• çıldırtan ortamdır, milletin ne kadar samimiyetsiz, ne kadar yavşak, ne kadar yalancı-dolancı olduğunu gözler önüne serer.

    hemen hemen her ofiste bulunan 120+ kilolu bir teyze girer içeri:

    - bilmem ne hanım bugün ne kadar şıksınız.
    - (başka bir lavuk) güzelliğinize güzellik katmışsınız maaşallah pütü pütü tü.
    - (another yavşak) bir de siz kilo mu verdiniz, incecik olmuşsunuz.

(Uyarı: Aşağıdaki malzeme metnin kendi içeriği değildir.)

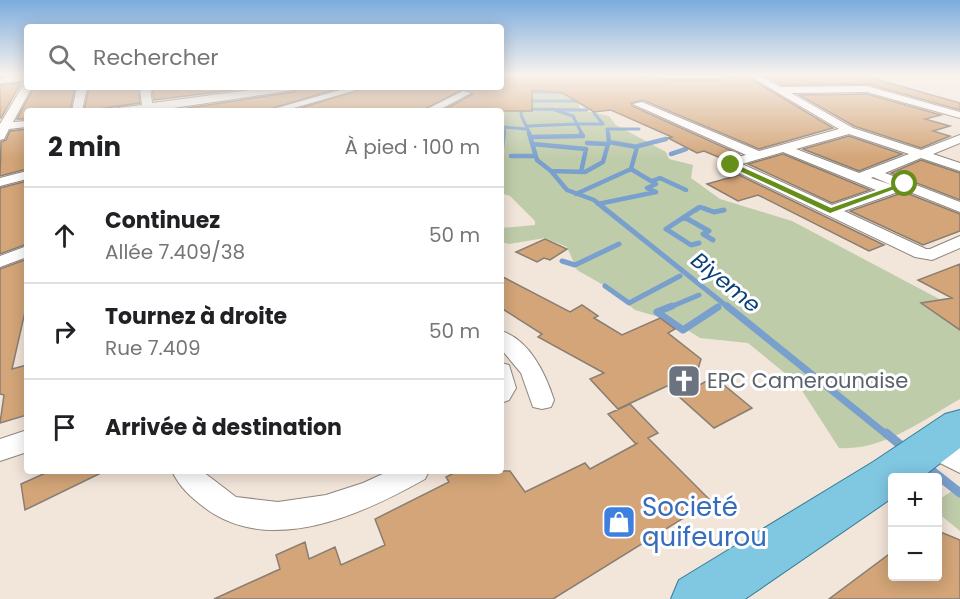 <!DOCTYPE html>
<html lang="fr">
<head>
<meta charset="utf-8">
<style>
	body { margin:0; font-family:Poppins,sans-serif; background:#f6f6f6; color:#202124 }
	.controls { position:absolute; right:18px; bottom:18px; display:grid; overflow:hidden; border-radius:6px; box-shadow:0 3px 15px #0003 }
	.controls button { width:54px; height:54px; display:grid; place-items:center; padding:0; border:0; border-bottom:2px solid #e0e0e0; background:#fff; color:#202124; font:30px sans-serif }
	.stop { position:absolute; width:18px; height:18px; margin:-14px; border:4px solid #668e1b; border-radius:50%; background:#fff }
	.stop.end { background:#668e1b; border-color:#fff; box-shadow:0 2px 6px #0008 }
	.list { margin:0; padding:0; list-style:none }
	h2 { display:flex; justify-content:space-between; align-items:center; height:78px; margin:0; padding:0 24px; font-size:26px }
	h2 small { font-size:20px; font-weight:400; color:#757577 }
	.list li { display:grid; grid-template-columns:39px 1fr auto; gap:18px; align-items:center; box-sizing:border-box; height:96px; padding:0 24px; border-top:2px solid #e0e0e0 }
	.list b { display:block; font-size:22px; white-space:nowrap }
	.list p { margin:0; font-size:20px; white-space:nowrap; color:#757577 }
	.list em { font-size:20px; font-style:normal; color:#757577 }
	.icon { flex:none; width:33px; height:33px; fill:none; stroke:currentColor; stroke-width:2; stroke-linecap:round; stroke-linejoin:round }
	.map { position:relative; flex:none; width:960px; height:599px; overflow:hidden }
	.search { position:absolute; background:#fff; box-shadow:0 3px 15px #0003; left:24px; top:24px; width:480px; height:66px; display:flex; align-items:center; gap:15px; box-sizing:border-box; padding:0 21px; border-radius:6px; color:#757577; font-size:22px }
	.panel { position:absolute; background:#fff; box-shadow:0 3px 15px #0003; left:24px; top:108px; width:480px; height:366px; border-radius:6px }
	.map>svg:first-child { display:block }
	.green { fill:#bfccaa }
	.lines { fill:none; stroke-linecap:round; stroke-linejoin:round }
	.stream-far4 { stroke:#799fcd; stroke-width:3 }
	.stream-far3 { stroke:#799fcd; stroke-width:4.5 }
	.stream-far2 { stroke:#799fcd; stroke-width:5 }
	.stream-far1 { stroke:#799fcd; stroke-width:7 }
	.stream { stroke:#799fcd; stroke-width:9 }
	.building { fill:#d3a578; stroke:#897e73; stroke-width:1.5 }
	.minor-casing { stroke:#90857b; stroke-width:2 }
	.primary-casing { stroke:#317c97; stroke-width:2 }
	.minor { fill:#fff; fill-rule:evenodd }
	.primary { fill:#80c7e2; fill-rule:evenodd }
	.route { fill:#668e1b }
	.labels { text-anchor:middle; stroke-width:6; stroke-linejoin:round; paint-order:stroke }
	.worship-label { font-size:21px; fill:#5b616d; stroke:#fff; text-anchor:start }
	.water-label { font-size:22px; font-style:italic; fill:#084078; stroke:#fff }
	.near-shop-label { font-size:26px; fill:#366cbe; stroke:#fff; text-anchor:start }
</style>
</head>
<body>
<div class="map">
<svg width="960" height="599" viewBox="0 0 960 599">
	<rect width="100%" height="100%" fill="#f2e5da"/>
	<path class="green" d="M573,75L580,110L609,116L616,125L666,152L669,159L693,165L691,178L720,199L792,221L960,310V399C923,420 883,451 839,448L797,383L748,343L700,338L673,321L635,310L605,286L577,270L567,247L545,238L509,244L501,242V228L535,225V221L510,196L501,193V111H497L510,97Z
		M960,486V531L938,513V500Z"/>
	<g class="lines">
		<path class="stream-far4" d="M331,87L342,91
			M527,92H569
			M526,101H584
			M522,103L521,115L530,134
			M525,109L587,110
			M594,113L603,124
			M528,126L577,124L573,116L552,109
			M503,127L526,129
			M504,134L505,127
			M582,134L577,124H603
			M608,134L607,129H639"/>
		<path class="stream-far3" d="M529,133L537,160L551,171L567,190L594,200L606,210
			M608,133L609,142L637,147
			M531,137L583,136L581,133
			M533,144L586,149L581,172
			M638,146L666,139
			M501,154L504,133
			M671,154L686,149
			M511,156H533
			M551,171L585,172L603,162L608,144L587,143
			M652,181L660,178L686,190
			M576,194L631,169L637,147
			M598,204L656,192L647,188L656,184L631,169
			M696,210L700,207L708,210"/>
		<path class="stream-far2" d="M604,208L729,308
			M698,208L666,229L691,245L699,243
			M703,208L714,212L724,210
			M684,217L709,231L703,234L713,240
			M562,261L575,265L619,244
			M605,286L629,303L680,276
			M668,308L699,295"/>
		<path class="stream-far1" d="M727,306L887,435
			M657,312L683,330L718,307
			M657,312L672,306"/>
		<path class="stream" d="M886,433L904,448
			M926,466L960,493"/>
	</g>
	<path class="building" d="M501,75H624L670,80H720L725,79V77L746,76L833,128L759,149L643,100L631,103L632,106L739,154L723,159L704,151L697,153L668,138L672,137L611,110L594,112L563,93L532,90V111H442L473,94L464,89L421,111H291L369,87H501Z
		M765,75H861L960,103V110L868,84L782,85Z
		M21,83L1,118H0V85Z
		M34,87H75L70,111H27V119H17Z
		M89,87H138L140,103L84,111Z
		M152,87H256L154,100Z
		M301,87H343L264,111H168L294,92Z
		M867,94L941,115L925,119L950,126L933,131L950,136L921,148L854,126L799,95Z
		M27,129V169L0,176L1,142L6,140L10,131Z
		M849,136L902,154L859,171L803,149Z
		M783,154L870,190L832,203L748,164Z
		M921,160L960,173V200L891,173Z
		M739,175L884,245L869,251L758,195L738,201L707,184Z
		M27,181V244L0,254V188Z
		M901,191L960,214V231L923,245L850,211L899,194Z
		M545,239L567,249L550,260L544,258L537,262L516,252Z
		M27,259V303L12,369L27,365V415L0,423L4,395L0,394V269Z
		M960,264V330L921,303L952,298L918,280Z
		M501,276L570,312L582,305L598,316L594,318L622,335L660,318L675,329L668,333L701,359L692,389L714,377L752,408L714,428L667,386L618,409L590,379L604,373L538,337L542,334L501,308Z
		M630,404L658,433L648,438L711,501L553,599H214L280,569L276,555L305,542L309,559L335,547L341,565L385,545L375,519L449,482L446,477L458,471H510L525,492L585,463L590,469L638,443L636,444L608,414Z
		M50,471H105L25,510L21,484Z
		M938,531L960,540V599H829L892,552V576H938Z"/>
	<g class="lines">
		<g class="minor-casing">
			<path id="minor" d="M27,75V80L0,83V77Z
				M666,75H724L720,78H670Z
				M748,75H759L781,87L867,86L960,112V118L867,92L791,93L853,128L921,150L960,135V143L933,154L960,163V171L921,158L885,173L960,202V212L900,188L898,192L844,211L926,249H930L960,236V248L932,260L915,257L725,166L723,163L725,160L746,155L633,104L642,102L759,151L839,129ZM849,134L909,154L859,173L796,149ZM783,152L876,190L832,205L742,164ZM873,177L892,185L871,178Z
				M27,84V87H32L13,122L27,121V127L9,129L4,139L0,140V124L22,87Z
				M77,87H87L82,111H72Z
				M140,87H150L152,103L273,87H299L294,90L153,111H113L118,108L142,105Z
				M351,87H367L283,111H266Z
				M463,91L471,93L437,111H423Z
				M27,171V179L0,186V178Z
				M27,246V257L0,267V256Z
				M501,331C529,339 546,374 554,400L551,407L542,409L533,407L521,373L501,349Z
				M501,363L509,365L516,388L509,400L501,403Z
				M27,430V452L0,461V439Z
				M931,435L960,448V473L922,454L918,446L922,438Z
				M172,471H202L236,497L278,502L326,495L363,483L389,471H429L425,479C363,514 271,557 205,508C191,497 180,488 172,471Z"/>
		</g>
		<g class="primary-casing">
			<path id="primary" d="M0,75H14L0,81Z
				M960,410V448L921,478H892V498L745,599H671L679,580L873,462L945,414Z"/>
		</g>
		<use href="#minor" class="minor"/>
		<use href="#primary" class="primary"/>
	</g>
	<linearGradient id="sky" x2="0" y2="1"><stop stop-color="#7bacdd"/><stop offset="0.47" stop-color="#f9f3ee"/><stop offset="1" stop-color="#f9f3ee" stop-opacity="0"/></linearGradient>
	<rect width="960" height="159" fill="url(#sky)"/>
	<path class="route" d="M729,163H733L831,208L902,183L908,184L830,213L729,166Z"/>
	<defs>
		<g id="church-square" transform="scale(1.725)"><rect x="-9" y="-9" width="18" height="18" rx="4" fill="#6b7280" stroke="#fff"/><path d="M-1.2-6h2.4v3.5h3.3v2.4h-3.3V6h-2.4V-.1h-3.3v-2.4h3.3Z" fill="#fff"/></g>
		<g id="shop-square" transform="scale(1.725)"><rect x="-9" y="-9" width="18" height="18" rx="4" fill="#3f7fe0" stroke="#fff"/><path d="M-5-2.5h2.3a2.7 3.5 0 0 1 5.4 0H5L5.5 6h-11ZM-1.5-2.5h3a1.5 2.3 0 0 0-3 0Z" fill="#fff"/></g>
	</defs>
	<g fill-rule="evenodd">
		<use href="#church-square" x="684" y="381"/>
		<use href="#shop-square" x="619" y="522"/>
	</g>
	<g class="labels">
		<g class="worship-label">
			<text x="707" y="388">EPC Camerounaise</text>
		</g>
		<g class="water-label">
			<text transform="translate(726 282) rotate(39)" y="8">Biyeme</text>
		</g>
		<g class="near-shop-label">
			<text x="642" y="516">Societé<tspan x="642" dy="30">quifeurou</tspan></text>
		</g>
	</g>
</svg>
<div class="controls">
<button>+</button>
<button>−</button>
</div>
<div class="stop" style="left:905px;top:184px"></div>
<div class="stop end" style="left:731px;top:165px"></div>
<div class="search"><svg class="icon" aria-label="search" viewBox="0 0 24 24"><circle cx="10" cy="10" r="6"/><path d="M15 15l6 6"/></svg>Rechercher</div>
<section class="panel">
<h2>2 min<small>À pied · 100 m</small></h2>
<ul class="list">
<li><svg class="icon" aria-label="ahead" viewBox="0 0 24 24"><path d="M12 20V5M6 11l6-6 6 6"/></svg><div><b>Continuez</b><p>Allée 7.409/38</p></div><em>50 m</em></li>
<li><svg class="icon" aria-label="right" viewBox="0 0 24 24"><path d="M7 20v-9h11M14 6l5 5-5 5"/></svg><div><b>Tournez à droite</b><p>Rue 7.409</p></div><em>50 m</em></li>
<li><svg class="icon" aria-label="arrive" viewBox="0 0 24 24"><path d="M6 21V4h12l-3 4 3 4H6"/></svg><div><b>Arrivée à destination</b></div></li>
</ul>
</section>
</div>
</body>
</html>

    lan piçler hayatınız bu kadar mı yalan sizin? göz göre göre sözüm ona bu kibarlığınız şirin olma çabanızın ne kadar komik olduğunu görmüyor musunuz?

    başka bir durum, hemen hemen her şirkette insanlar birbiri ardından dedikodu vs. yapar, örneğin x hatununun hiç iş yapmadığından vs. dem vurulur sonra x hatun içeri girer.

    - hoşgeldiniz x hatun, bugün yine güzelliğiniz üstünüzde, görüşemiyoruz walla.
    - evet y hatun biliyorsunuz işlerim çok yoğun falan, başımı kaşıyacak vaktim olmuyor.
    - bilmez miyiz? keşke kendinize bu kadar yüklenmeseniz, sizin için üzülüyoruz walla.

    lan sikikler az delikanlı olun, bir dakika önce sayıp sövdüğünüz insanın yüzüne karşı bu kadar alçalmayın.

    bir başka durum genelde hatun-yoğun iş ortamlarında yaşanır, bilen bilir hatunların yapacak işi olmadığı zaman tek eğlenceleri dedikodu yapmaktır, en az 5 kişiden oluşan hatun sürüsü bir odada toplaşır, x erkeği o odada iş yapmaya çalışırken şu muhabbetler yaşanır:

    -x bey sizi rahatsız etmiyoruz di mi? öyleyse gidelim, lütfen söyleyin.
    - yok canım ne rahatsızlığı, bilakis burada sizin neşeli muhabbetinizi dinlemek beni mutlu ediyor, bir şey içer misiniz?
  • iş hayatının acı ve tatsız gerçeği malesef.
  • sabah daha işyerine bile girerken gösteriri kendini:

    - x bey nasılsınız?
    - çok iyiyim y hanım siz nasılsınız?
    - sizi gördüm iyi oldum, eşiniz nasıl?
    - sağlığınıza duacı, ....

    vs. vs. en az 15 dakika saçma salak ilgileniyormuş edasıyla yapılan bir muhabbet düzülür, birisi de demez ki aga hayatım bok gibi, sana ne benim eşimden çoluğumdan çocuğumdan, kibarlık maskesi yüze geçirilmiş yavşakları oynar herbiri.
  • her ofiste farklı boyutlarda ama mutlaka aşağıdaki denklem şeklinde olan ortamlardır,

    x ile y "samimi" iken, z hakkında söyledikleri = x ile y'nin arası açıldığında y'nin, x hakkında, z'ye söyledikleri

    (bkz: karaktersiz)
  • (bkz: sözlükte gitgide artan samimiyetsizler)

    sözlükte de böyle bir durum var ne yazık ki.
  • kadın patronun sekreterine 'aşkım, buraya gelir misin?' diye hitap etmesi bu ortamın karakteristiklerinden biri.
  • mesâi başladıktan sonra, 15-20 dakika boyunca sırayla herkese günaydın diyerek ( günaaaydın hikmet beey, günaaaydın şevval hanııım) o yediği 1/5 saati bile kâr sayan insanların oluşturduğu ortamlardır.

    koridorda birbirlerine yalandan gülüp, geçince 'heestireheestire' diye arkasından sövenler de vardır.
  • büyük bir firmada tek part-time eleman olursanız ve bütün çalışanlar yıllardır aynı firmada çalışıyorsa sizin düştüğünüz ortamdır. sıkılır herşeyi bırakıp gidesiniz gelir, maddi sıkıntılar gelir aklınıza devam edersiniz.
  • bir de bunların çoluk çocuk muhabbetlerine girilen ortamları vardır.

    +canım ufaklık nasıl?
    -büyüyor teyzesi işte bir görsen o kadar akıllı ki.
    +tü tü maşallah, aynı annesine çekmiş
    -darısı başına canım. (bu arada cep telefonundan fotoğrafını gösterip) bak ne kadar tatlı oldu teyzesi.
    +ayyy yerim onu şuna bak aynı annesi.

    afedersiniz de yapacağınız muhabbeti sikeyim sizin.

    edit: imla.
  • tüm çalışanlar erkek ve aynı kuşaktan olursa daha az oluşur bu ortam ama ille de oluşur bazen.